##### Extracted material

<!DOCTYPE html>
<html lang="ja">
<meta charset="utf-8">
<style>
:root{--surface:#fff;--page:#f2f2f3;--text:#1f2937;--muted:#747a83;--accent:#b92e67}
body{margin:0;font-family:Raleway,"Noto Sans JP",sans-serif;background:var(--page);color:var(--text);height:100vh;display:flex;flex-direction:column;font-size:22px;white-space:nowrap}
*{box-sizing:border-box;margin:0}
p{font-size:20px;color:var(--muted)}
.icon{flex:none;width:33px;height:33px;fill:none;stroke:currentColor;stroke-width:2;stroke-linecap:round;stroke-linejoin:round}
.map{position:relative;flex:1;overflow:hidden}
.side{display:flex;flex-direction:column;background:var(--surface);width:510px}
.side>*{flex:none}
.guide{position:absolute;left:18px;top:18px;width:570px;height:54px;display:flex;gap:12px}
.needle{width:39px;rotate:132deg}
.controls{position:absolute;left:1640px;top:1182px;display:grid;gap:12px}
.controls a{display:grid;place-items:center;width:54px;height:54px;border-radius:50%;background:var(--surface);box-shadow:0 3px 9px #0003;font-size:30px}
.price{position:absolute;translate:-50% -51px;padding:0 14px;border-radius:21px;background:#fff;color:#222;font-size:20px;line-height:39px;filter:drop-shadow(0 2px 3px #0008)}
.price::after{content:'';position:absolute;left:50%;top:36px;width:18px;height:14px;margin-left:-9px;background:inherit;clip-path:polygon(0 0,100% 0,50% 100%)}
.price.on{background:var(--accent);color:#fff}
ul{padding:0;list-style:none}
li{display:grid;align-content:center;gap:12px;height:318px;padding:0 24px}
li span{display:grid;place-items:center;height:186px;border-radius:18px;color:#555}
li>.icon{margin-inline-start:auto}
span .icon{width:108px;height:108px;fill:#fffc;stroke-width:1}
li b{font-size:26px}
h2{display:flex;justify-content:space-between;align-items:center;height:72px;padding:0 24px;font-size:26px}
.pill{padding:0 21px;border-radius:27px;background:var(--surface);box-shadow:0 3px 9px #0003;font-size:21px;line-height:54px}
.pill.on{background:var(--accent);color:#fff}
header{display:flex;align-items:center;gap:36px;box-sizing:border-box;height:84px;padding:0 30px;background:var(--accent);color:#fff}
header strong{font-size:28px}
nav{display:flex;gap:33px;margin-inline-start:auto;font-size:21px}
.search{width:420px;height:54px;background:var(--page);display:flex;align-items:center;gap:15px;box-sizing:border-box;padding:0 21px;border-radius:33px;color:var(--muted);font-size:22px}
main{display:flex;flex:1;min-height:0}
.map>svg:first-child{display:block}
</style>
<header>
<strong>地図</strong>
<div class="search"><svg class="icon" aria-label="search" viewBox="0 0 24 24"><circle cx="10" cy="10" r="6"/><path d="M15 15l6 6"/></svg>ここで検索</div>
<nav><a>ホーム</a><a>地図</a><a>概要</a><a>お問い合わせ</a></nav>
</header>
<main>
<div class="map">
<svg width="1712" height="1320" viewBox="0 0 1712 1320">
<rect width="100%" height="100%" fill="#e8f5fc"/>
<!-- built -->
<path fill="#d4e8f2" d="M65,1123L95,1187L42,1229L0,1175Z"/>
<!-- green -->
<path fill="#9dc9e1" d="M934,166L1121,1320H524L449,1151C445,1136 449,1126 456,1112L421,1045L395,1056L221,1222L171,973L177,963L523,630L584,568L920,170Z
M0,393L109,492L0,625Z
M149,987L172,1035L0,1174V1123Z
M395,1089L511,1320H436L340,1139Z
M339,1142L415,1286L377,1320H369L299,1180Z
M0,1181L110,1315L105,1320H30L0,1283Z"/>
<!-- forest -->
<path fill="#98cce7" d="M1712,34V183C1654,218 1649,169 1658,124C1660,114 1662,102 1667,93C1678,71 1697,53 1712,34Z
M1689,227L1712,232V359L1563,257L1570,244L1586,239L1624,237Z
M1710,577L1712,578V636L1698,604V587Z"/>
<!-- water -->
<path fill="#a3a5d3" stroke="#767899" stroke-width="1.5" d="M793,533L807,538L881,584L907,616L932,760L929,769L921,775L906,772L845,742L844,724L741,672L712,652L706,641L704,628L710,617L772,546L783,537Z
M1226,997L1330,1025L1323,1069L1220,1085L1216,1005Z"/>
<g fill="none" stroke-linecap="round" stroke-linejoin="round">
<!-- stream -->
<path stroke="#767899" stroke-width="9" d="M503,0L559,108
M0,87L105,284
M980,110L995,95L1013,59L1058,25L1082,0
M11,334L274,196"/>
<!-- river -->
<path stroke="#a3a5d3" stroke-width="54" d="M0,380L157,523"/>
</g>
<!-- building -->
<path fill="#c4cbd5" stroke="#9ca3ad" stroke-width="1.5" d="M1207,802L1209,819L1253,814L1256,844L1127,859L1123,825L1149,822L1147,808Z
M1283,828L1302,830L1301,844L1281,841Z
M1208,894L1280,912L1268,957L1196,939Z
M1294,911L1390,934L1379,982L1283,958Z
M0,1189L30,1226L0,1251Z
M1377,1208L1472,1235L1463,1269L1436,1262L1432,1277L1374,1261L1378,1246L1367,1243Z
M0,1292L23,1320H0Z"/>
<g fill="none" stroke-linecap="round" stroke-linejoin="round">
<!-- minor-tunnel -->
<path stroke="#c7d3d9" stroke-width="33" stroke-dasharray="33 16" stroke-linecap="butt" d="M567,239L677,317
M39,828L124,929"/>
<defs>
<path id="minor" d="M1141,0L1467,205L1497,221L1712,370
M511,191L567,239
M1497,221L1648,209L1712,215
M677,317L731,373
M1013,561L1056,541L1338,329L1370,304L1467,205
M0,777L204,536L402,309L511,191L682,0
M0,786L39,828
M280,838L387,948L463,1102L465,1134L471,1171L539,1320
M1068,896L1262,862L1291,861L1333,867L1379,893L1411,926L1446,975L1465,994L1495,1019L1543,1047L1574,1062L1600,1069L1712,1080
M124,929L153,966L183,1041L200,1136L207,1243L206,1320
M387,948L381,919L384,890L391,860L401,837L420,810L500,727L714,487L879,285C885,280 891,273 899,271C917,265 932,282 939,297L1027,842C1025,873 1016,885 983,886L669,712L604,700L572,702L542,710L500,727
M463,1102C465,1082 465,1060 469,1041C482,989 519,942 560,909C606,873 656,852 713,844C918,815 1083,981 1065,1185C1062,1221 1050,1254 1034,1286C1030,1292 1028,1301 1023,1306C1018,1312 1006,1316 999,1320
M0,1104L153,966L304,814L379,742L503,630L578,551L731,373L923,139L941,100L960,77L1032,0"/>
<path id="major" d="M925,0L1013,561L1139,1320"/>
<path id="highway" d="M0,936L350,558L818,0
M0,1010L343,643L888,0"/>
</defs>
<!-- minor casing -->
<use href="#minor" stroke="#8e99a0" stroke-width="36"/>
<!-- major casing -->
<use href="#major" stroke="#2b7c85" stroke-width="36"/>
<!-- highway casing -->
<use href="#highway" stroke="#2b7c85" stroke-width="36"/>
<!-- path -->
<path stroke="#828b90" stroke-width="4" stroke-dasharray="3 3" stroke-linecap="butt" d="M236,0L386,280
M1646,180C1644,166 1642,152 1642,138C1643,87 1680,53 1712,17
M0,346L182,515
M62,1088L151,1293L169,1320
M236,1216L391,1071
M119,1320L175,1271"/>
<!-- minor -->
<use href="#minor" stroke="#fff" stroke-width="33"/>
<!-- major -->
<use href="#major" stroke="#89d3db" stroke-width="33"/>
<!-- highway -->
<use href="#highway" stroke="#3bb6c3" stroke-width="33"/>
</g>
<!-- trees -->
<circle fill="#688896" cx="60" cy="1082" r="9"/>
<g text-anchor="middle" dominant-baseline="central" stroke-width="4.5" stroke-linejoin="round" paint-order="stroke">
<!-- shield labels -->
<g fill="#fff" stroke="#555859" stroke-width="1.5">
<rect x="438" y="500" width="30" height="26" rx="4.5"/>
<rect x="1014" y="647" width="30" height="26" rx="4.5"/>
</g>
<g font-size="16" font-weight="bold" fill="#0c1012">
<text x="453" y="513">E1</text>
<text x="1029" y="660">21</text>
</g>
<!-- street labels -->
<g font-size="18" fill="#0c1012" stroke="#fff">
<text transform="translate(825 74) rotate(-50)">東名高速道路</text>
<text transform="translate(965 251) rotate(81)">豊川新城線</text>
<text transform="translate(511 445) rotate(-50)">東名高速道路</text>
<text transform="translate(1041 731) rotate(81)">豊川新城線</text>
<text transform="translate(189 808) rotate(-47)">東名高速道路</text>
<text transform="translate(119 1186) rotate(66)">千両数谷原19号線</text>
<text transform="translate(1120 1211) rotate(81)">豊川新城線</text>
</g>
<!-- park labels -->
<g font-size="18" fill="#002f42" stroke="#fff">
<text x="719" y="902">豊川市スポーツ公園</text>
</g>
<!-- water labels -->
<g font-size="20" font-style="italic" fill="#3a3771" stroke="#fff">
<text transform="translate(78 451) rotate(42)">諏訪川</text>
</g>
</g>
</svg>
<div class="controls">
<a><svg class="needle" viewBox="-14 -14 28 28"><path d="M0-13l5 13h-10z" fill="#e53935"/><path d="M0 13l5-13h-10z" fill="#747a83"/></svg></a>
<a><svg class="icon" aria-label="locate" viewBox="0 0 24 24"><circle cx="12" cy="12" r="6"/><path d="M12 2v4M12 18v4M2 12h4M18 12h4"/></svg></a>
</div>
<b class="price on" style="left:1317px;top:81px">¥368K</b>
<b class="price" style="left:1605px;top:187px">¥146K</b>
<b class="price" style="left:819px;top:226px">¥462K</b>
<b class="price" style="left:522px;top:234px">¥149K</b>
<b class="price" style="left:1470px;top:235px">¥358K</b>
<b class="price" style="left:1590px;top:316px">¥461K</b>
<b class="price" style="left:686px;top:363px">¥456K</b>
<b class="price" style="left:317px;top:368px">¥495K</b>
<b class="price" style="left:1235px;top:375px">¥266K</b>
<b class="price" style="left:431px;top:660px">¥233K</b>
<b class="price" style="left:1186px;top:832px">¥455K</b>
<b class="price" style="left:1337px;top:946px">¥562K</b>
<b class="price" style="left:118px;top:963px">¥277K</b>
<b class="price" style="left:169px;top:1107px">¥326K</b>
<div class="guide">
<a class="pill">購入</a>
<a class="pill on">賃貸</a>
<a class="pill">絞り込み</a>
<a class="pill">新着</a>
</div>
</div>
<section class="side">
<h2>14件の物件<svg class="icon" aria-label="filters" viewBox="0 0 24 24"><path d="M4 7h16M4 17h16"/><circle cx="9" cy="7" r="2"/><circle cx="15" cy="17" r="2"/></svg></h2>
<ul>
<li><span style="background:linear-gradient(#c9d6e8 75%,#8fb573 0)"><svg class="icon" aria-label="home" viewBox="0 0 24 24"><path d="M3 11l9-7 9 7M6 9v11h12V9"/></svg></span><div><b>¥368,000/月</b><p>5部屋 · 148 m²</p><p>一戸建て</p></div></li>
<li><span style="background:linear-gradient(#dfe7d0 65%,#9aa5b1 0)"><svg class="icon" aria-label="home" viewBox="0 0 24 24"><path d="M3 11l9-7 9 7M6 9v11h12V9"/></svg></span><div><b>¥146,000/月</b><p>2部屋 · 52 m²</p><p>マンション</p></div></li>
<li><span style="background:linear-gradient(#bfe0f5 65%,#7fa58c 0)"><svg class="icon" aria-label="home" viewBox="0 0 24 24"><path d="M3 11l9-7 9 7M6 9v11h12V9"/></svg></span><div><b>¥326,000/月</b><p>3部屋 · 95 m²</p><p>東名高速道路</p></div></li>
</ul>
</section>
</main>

##########

:: What you need to do ::
In the records above, how many lines contain the string "none"? Only that number should be written.

:: Reply ::
5